Moving on to trophallaxis which is the transfer of food by mouth from one individual to another. The nectar is transferred between bees many times in the process of feeding larvae and the queen and before it is ready to store as honey, but it has another purpose and that is to spread word around the colony that the queen is well and that the worker bees can continue to concentrate on bringing in more nectar and pollen. Trophallixis however has a downside as any disease or poison (e.g. pesticides) introduced to the colony spreads very quickly and can be fatal to the colony.

Julian answered questions from the members and Dru thanked him for his well-presented and interesting talk. Julian reminded the members that Ayr Beekeepers will be hosting the Beekeeping Convention this year, 8th – 10th September – an opportunity not to be missed.

The WGBA programme of events for 2017 is busy with the two study groups well under way and exam dates looming, two more talks during the winter session, a day in the shed which is an opportunity to make and repair equipment, apiary visits and several events. To find out more, have a look at the website

The next meeting will be on Monday 27th February, when Graeme Sharpe from the Beekeeping Unit at Auchincruive will make his annual trip to Western Galloway to give an insight in to the Honeybee mating process – equally as fascinating a subject and important for beekeepers to understand for the management of their bees. Usual place, Glenluce Bowling Club, usual time 7pm. All welcome – beekeepers and non-beekeepers alike.

January WGBA News

Western Galloway Beekeepers’ Association

The December meeting was held before Christmas and started with a light hearted quiz about the day to day life of a bee.
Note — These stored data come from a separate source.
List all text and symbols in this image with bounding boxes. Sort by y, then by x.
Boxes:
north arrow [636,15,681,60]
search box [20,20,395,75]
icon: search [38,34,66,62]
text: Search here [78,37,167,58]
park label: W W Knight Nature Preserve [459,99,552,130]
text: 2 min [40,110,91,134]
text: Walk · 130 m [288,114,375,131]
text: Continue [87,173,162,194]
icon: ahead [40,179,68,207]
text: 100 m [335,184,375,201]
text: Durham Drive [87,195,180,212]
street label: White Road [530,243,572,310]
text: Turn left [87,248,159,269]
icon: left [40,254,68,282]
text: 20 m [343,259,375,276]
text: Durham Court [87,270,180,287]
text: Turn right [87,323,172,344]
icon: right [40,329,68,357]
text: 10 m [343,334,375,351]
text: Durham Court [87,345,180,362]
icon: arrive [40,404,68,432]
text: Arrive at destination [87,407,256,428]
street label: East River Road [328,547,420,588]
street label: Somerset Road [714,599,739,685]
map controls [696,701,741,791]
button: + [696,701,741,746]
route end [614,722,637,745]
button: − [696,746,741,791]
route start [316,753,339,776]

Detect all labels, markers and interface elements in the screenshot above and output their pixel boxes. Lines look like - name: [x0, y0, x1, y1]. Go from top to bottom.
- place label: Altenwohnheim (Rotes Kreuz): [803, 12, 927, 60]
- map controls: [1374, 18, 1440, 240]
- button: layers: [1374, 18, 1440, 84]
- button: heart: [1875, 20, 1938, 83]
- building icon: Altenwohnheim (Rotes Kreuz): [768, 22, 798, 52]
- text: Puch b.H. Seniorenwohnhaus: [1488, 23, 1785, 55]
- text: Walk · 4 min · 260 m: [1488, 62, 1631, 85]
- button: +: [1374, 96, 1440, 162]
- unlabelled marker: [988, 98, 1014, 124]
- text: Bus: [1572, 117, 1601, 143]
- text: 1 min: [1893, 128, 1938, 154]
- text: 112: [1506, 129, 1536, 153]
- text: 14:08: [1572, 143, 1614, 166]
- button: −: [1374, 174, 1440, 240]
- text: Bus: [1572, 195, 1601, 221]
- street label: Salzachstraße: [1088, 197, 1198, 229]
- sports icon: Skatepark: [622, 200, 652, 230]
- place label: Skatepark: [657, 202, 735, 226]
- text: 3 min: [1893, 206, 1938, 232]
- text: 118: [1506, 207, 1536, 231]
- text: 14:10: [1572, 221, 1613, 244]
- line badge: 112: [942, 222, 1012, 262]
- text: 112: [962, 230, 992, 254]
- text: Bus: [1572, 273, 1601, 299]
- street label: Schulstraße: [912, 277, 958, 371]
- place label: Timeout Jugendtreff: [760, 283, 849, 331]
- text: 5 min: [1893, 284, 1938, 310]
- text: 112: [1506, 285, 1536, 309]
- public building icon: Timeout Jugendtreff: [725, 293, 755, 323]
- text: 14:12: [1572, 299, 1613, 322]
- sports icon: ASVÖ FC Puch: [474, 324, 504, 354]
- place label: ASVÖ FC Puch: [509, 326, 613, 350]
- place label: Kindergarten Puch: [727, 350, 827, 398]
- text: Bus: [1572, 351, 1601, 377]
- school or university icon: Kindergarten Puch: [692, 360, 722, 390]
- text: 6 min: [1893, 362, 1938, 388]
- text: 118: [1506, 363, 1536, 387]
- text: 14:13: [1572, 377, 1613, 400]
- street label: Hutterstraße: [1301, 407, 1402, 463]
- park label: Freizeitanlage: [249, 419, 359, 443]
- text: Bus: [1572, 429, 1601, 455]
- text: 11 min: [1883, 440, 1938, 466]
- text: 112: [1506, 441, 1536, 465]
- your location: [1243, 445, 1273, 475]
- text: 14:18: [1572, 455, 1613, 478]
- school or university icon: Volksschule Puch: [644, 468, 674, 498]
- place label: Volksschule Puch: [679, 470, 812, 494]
The members imagined they were a bee and what they would be kept busy with in different situation, at different times of the year, and if they were a worker, queen or drone. As beekeepers it’s always good to think like a bee when deciding what course of action should be taken in the apiary.

There followed a discussion, over some lovely food, about how the members would like to increase their beekeeping knowledge. The conclusion was that there was enough interest among the members and newcomers to run both a Basic BeeKeeping study group and a Honeybee Management (Module 1 of the SBA Intermediate syllabus) study group. The more experienced members volunteered to run the sessions.

The study groups started mid-January and will run until mid-March with 9 members in each group, including some new members to the Association. A different topic is covered at each session, so by the time the bees start to become active in the spring the members will be much better informed about how to look after them.

The speaker at the next meeting will be Julian Stanley from Ayr Beekeepers. Julian will talk about “Food, Trophollaxis & Communication” which is a fascinating subject. The meeting will be held on Monday 30th January at the usual place, Glenluce Bowling Club, starting at 7pm. All welcome.